The Wilders' Someone's Got To Pay will be released on April 15th. I don't know if the tax day pun was intentional. The music on the album is made of such diverse ingredients that the band could just as easily share a stage with barnburners like Sarah Borges & The Broken Singles and nostalgic pop acts like She & Him as with demented revivalists The Felice Brothers.

"Wild Old Nory" roars in on a punked up Ozark wave of quaking Dobro and lap steel chased by demonic fiddle. The traditional "Broken Down Gambler" follows with a much more conventional yet still hyperactive fiddle and mandolin arrangement. The honky tonk wailer "My Final Plea" sounds like Kentucky Headhunters covering Jerry Lee Lewis, while lead singer Ike Sheldon takes on an Oberst melancholy in the acoustic tune "Someone's Got To Pay". And the finale "Goodbye (I've Seen It All)" takes a surprising turn into retro pop.
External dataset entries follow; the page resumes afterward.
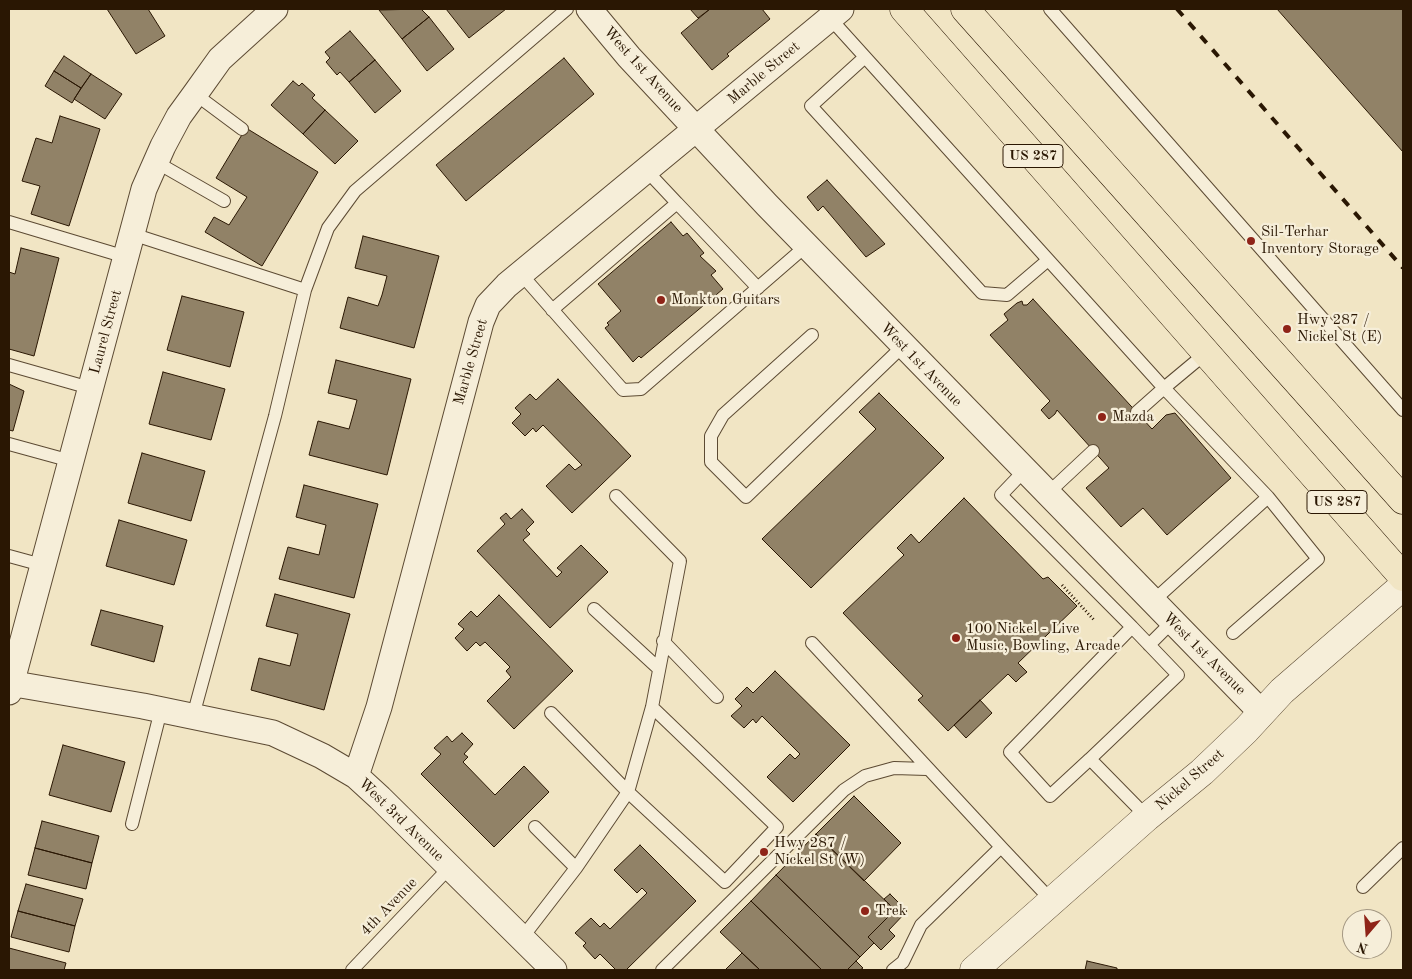 <!DOCTYPE html>
<style>
body{margin:0}
#map{position:relative;width:1412px;height:979px;overflow:hidden;background:#f1e5c4;font-family:"Old Standard TT",serif}
canvas{display:block}
.frame{position:absolute;inset:0;border:10px solid #2a1703;pointer-events:none}
.north{position:absolute;left:1342px;top:909px;width:50px;height:50px;box-sizing:border-box;background:#f6eed9;border:1px solid #a49883;border-radius:50%;rotate:198deg;font-size:14px;font-weight:700;line-height:20px;text-align:center;color:#2a1703}
.north::after{content:'';display:block;margin:auto;width:18px;height:22px;background:#8f2418;clip-path:polygon(50% 0,100% 100%,50% 72%,0 100%)}
</style>
<div id="map">
<canvas width="1412" height="979"></canvas>
<div class="frame"></div>
<div class="north">N</div>
</div>
<script>
const ctx = document.querySelector('canvas').getContext('2d');
ctx.lineJoin = 'round';
function fillPath(path, color) {
  ctx.fillStyle = color;
  ctx.fill(path, 'evenodd');
}
function shape(rows) {
  const path = new Path2D();
  for (const r of rows) {
    path.moveTo(r[0], r[1]);
    for (let i = 2; i < r.length; i += 2) path.lineTo(r[i], r[i + 1]);
  }
  return path;
}
function trace(path, color, width, dash) {
  ctx.strokeStyle = color;
  ctx.lineWidth = width;
  ctx.lineCap = dash ? 'butt' : 'round';
  ctx.setLineDash(dash || []);
  ctx.stroke(path);
}
function label(font, color, halo, rows, align = 'center') {
  ctx.font = font + ' "Old Standard TT",serif';
  ctx.lineWidth = 4.5;
  ctx.setLineDash([]);
  ctx.textBaseline = 'middle';
  ctx.strokeStyle = halo;
  ctx.fillStyle = color;
  for (const [text, x, y, turn = 0] of rows) {
    ctx.save();
    ctx.translate(x, y);
    ctx.rotate((+turn || 0) * Math.PI / 180);
    ctx.textAlign = isNaN(turn) ? turn : align;
    if (halo) ctx.strokeText(text, 0, 0);
    ctx.fillText(text, 0, 0);
    ctx.restore();
  }
}
const building = shape([
 [107,9,148,9,165,36,136,54,107,9],
 [421,9,429,17,402,39,379,10,421,9],
 [446,9,506,9,469,38,446,9],
 [690,9,710,9,698,18,690,9],
 [710,9,762,9,770,19,727,54,729,56,712,70,681,33,710,9],
 [1277,9,1403,9,1403,152,1277,9],
 [429,17,454,49,427,71,402,39,429,17],
 [350,31,375,60,349,82,340,72,337,75,326,62,330,58,325,52,350,31],
 [64,56,91,74,81,88,54,71,64,56],
 [564,58,594,94,466,201,436,165,564,58],
 [375,60,401,91,375,113,349,82,375,60],
 [54,71,81,88,72,103,45,86,54,71],
 [91,74,122,94,105,119,74,99,91,74],
 [293,81,299,86,302,83,315,95,312,98,325,110,303,134,271,105,293,81],
 [325,110,358,141,335,164,303,134,325,110],
 [60,116,100,129,69,226,31,214,40,186,22,181,36,138,52,143,60,116],
 [246,128,318,172,262,266,205,232,214,217,229,225,247,197,216,178,246,128],
 [827,180,885,244,866,257,823,206,818,211,807,197,827,180],
 [671,222,683,236,687,233,704,253,700,256,716,271,711,275,723,289,641,358,639,356,633,362,605,328,609,325,607,323,621,311,598,284,671,222],
 [363,236,439,256,414,348,340,328,348,297,378,306,382,295,387,276,355,268,363,236],
 [21,248,59,258,34,356,9,349,9,272,15,274,21,248],
 [182,296,244,312,230,367,167,350,182,296],
 [1033,299,1152,429,1166,415,1175,413,1231,478,1167,535,1143,508,1121,527,1086,488,1109,468,1057,410,1055,414,1049,419,1041,410,1050,401,990,335,1008,320,1004,314,1017,303,1022,301,1023,305,1027,305,1033,299],
 [336,360,411,379,387,475,309,455,318,421,349,429,353,415,357,400,328,393,336,360],
 [163,372,225,389,211,440,149,424,163,372],
 [558,379,631,456,572,513,546,486,569,464,575,470,582,465,543,425,536,432,533,428,525,436,512,423,521,414,515,408,530,394,536,400,558,379],
 [9,384,24,391,13,431,9,430,9,384],
 [879,393,944,458,811,588,762,539,876,429,859,412,879,393],
 [142,453,205,471,191,521,128,503,142,453],
 [304,485,378,504,354,598,279,579,288,547,319,555,322,542,326,525,296,517,304,485],
 [964,498,1043,579,1048,577,1077,606,1018,663,1027,672,1021,677,1016,682,1008,674,948,731,918,700,923,696,843,613,904,555,897,548,911,534,919,543,964,498],
 [522,509,534,522,526,530,530,534,523,540,557,577,562,572,557,568,581,545,608,572,550,628,477,551,505,524,500,518,506,513,511,519,522,509],
 [119,520,187,540,174,585,106,566,119,520],
 [275,594,350,614,324,710,251,690,259,658,290,666,298,634,266,626,275,594],
 [499,595,573,671,514,729,487,701,511,677,506,671,510,667,485,642,480,646,476,642,467,651,455,638,464,629,458,624,471,611,477,617,499,595],
 [101,610,163,626,154,662,91,645,101,610],
 [775,671,850,745,793,802,767,777,790,754,795,759,800,754,762,716,756,723,753,719,744,728,731,716,742,706,735,699,747,687,753,693,775,671],
 [980,700,992,713,966,738,954,725,980,700],
 [462,733,473,744,464,754,468,757,463,762,495,795,524,766,549,792,494,847,421,774,441,754,434,748,447,736,452,742,462,733],
 [63,745,125,762,111,812,49,795,63,745],
 [854,796,901,843,864,881,816,834,854,796],
 [42,821,99,836,92,863,35,848,42,821],
 [816,834,895,910,868,937,874,943,860,957,776,875,816,834],
 [640,845,696,901,626,970,616,970,600,954,595,959,583,946,586,943,575,933,591,918,600,927,604,923,610,929,647,893,642,888,637,893,614,870,640,845],
 [35,848,92,863,86,889,28,875,35,848],
 [776,875,860,957,847,970,822,970,751,901,776,875],
 [26,884,83,899,75,926,18,911,26,884],
 [890,894,907,911,889,930,895,936,881,950,868,937,895,910,884,899,890,894],
 [751,901,822,970,760,970,742,953,720,932,751,901],
 [18,911,75,926,69,952,11,937,18,911],
 [9,948,66,963,64,970,9,970,9,948],
 [742,953,760,970,725,970,742,953],
 [856,961,863,968,860,970,847,970,856,961],
 [1087,961,1117,968,1117,970,1085,970,1087,961]
]);
fillPath(building, '#918267');
trace(building, '#2a1703', 1);
const service = shape([
 [1050,9,1403,410],
 [828,16,1164,388,1137,412],
 [865,57,811,106,982,293,1007,295,1048,260],
 [195,94,242,129],
 [156,162,224,201],
 [646,170,677,203],
 [9,222,126,257],
 [132,234,305,290],
 [521,274,623,390,641,389,806,246],
 [552,310,677,203,758,288],
 [812,335,723,415,711,436,711,462,746,497,903,346],
 [1206,353,1164,388,1268,497],
 [9,365,90,388],
 [9,444,71,461],
 [1024,471,1001,495,1132,627],
 [1047,494,1093,451],
 [9,556,42,565],
 [1152,602,1268,497,1318,559,1233,633],
 [594,609,658,668],
 [663,641,717,697],
 [812,643,1001,847],
 [1149,645,1172,622],
 [551,713,628,792,725,882,777,827,652,707],
 [193,716,275,416,305,290,328,228,355,191,567,9],
 [1090,759,1178,675,1132,627,1010,752,1050,796,1090,759,1147,817],
 [132,824,161,710],
 [535,827,576,868],
 [1363,887,1403,848],
 [522,938,576,868,628,792,652,707,680,561,616,496],
 [352,970,450,867],
 [662,970,844,790,865,776,894,768,927,769],
 [893,970,903,962,921,925,1001,847,1052,901]
]);
const minor = shape([
 [589,9,629,57,767,205,1262,713],
 [9,683,143,706,273,733,322,756,356,776,380,798,554,970],
 [9,692,144,189,163,146,179,116,195,94,220,59,275,9],
 [356,776,379,707,481,322,488,305,507,285,841,9]
]);
const tertiary = shape([
 [974,970,1147,817,1202,772,1246,730,1282,691,1403,586]
]);
const primary = shape([
 [904,9,1403,577],
 [965,9,1403,500]
]);
trace(service, '#5c4a33', 14);
trace(minor, '#5c4a33', 27);
trace(tertiary, '#5c4a33', 29);
trace(primary, '#2a1703', 29);
trace(shape([
 [1062,585,1094,620]
]), '#2a1703', 3, [1, 2.5]);
trace(service, '#f6eed9', 12);
trace(minor, '#f6eed9', 25);
trace(tertiary, '#f6eed9', 28);
trace(primary, '#f1e5c4', 28);
trace(shape([
 [1177,9,1403,268]
]), '#2a1703', 4, [9, 9]);
for (const [x, y, r, color] of [
 [1251,241,5,"#8f2418"],
 [661,300,5,"#8f2418"],
 [1287,329,5,"#8f2418"],
 [1102,417,5,"#8f2418"],
 [956,638,5,"#8f2418"],
 [764,852,5,"#8f2418"],
 [865,911,5,"#8f2418"]
]) {
  const dot = new Path2D();
  dot.arc(x, y, r, 0, 2 * Math.PI);
  ctx.fillStyle = color;
  ctx.fill(dot);
  trace(dot, '#f6eed9', 2);
}
for (const [x, y, w] of [
 [1033,156,60],
 [1337,502,60]
]) {
  const box = new Path2D();
  box.roundRect(x - w / 2, y - 11.5, w, 23, 4);
  ctx.fillStyle = '#f6eed9';
  ctx.fill(box);
  trace(box, '#2a1703', 1);
}
label('bold 14px', '#2a1703', null, [
 ["US 287",1033,156],
 ["US 287",1337,502]
]);
label('15px', '#2a1703', '#f6eed9', [
 ["West 1st Avenue",643,70,48],
 ["Marble Street",764,73,-40],
 ["Laurel Street",106,332,-75],
 ["Marble Street",471,362,-74],
 ["West 1st Avenue",921,365,46],
 ["West 1st Avenue",1204,654,45],
 ["Nickel Street",1190,780,-41],
 ["West 3rd Avenue",401,820,44],
 ["4th Avenue",389,907,-46]
]);
label('15px', '#2a1703', '#f6eed9', [
 ["Sil-Terhar",1261,232],
 ["Inventory Storage",1261,249],
 ["Monkton Guitars",671,300],
 ["Hwy 287 /",1297,320],
 ["Nickel St (E)",1297,337],
 ["Mazda",1112,417],
 ["100 Nickel - Live",966,629],
 ["Music, Bowling, Arcade",966,646],
 ["Hwy 287 /",774,843],
 ["Nickel St (W)",774,860],
 ["Trek",875,911]
], 'left');
</script>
The somber piano instrumental "an old murder ballad to life" leads into (and foreshadows) the prologue of the astounding "Sittin' On A Jury" saga, which was inspired by the real life jilted lover murder trial on which Wilders guitarist Phil Wade served as juror. The multi-staged narrative is divided into five installments - the eerie "Prologue", stand out stomper "The Prosecution", mournful banjo on "The Defense", the quiet twang of "The Verdict", and distorted jailhouse fiddle in "Epilogue" - that are staggered throughout the album and each proceeded by a haunting piano instrumental.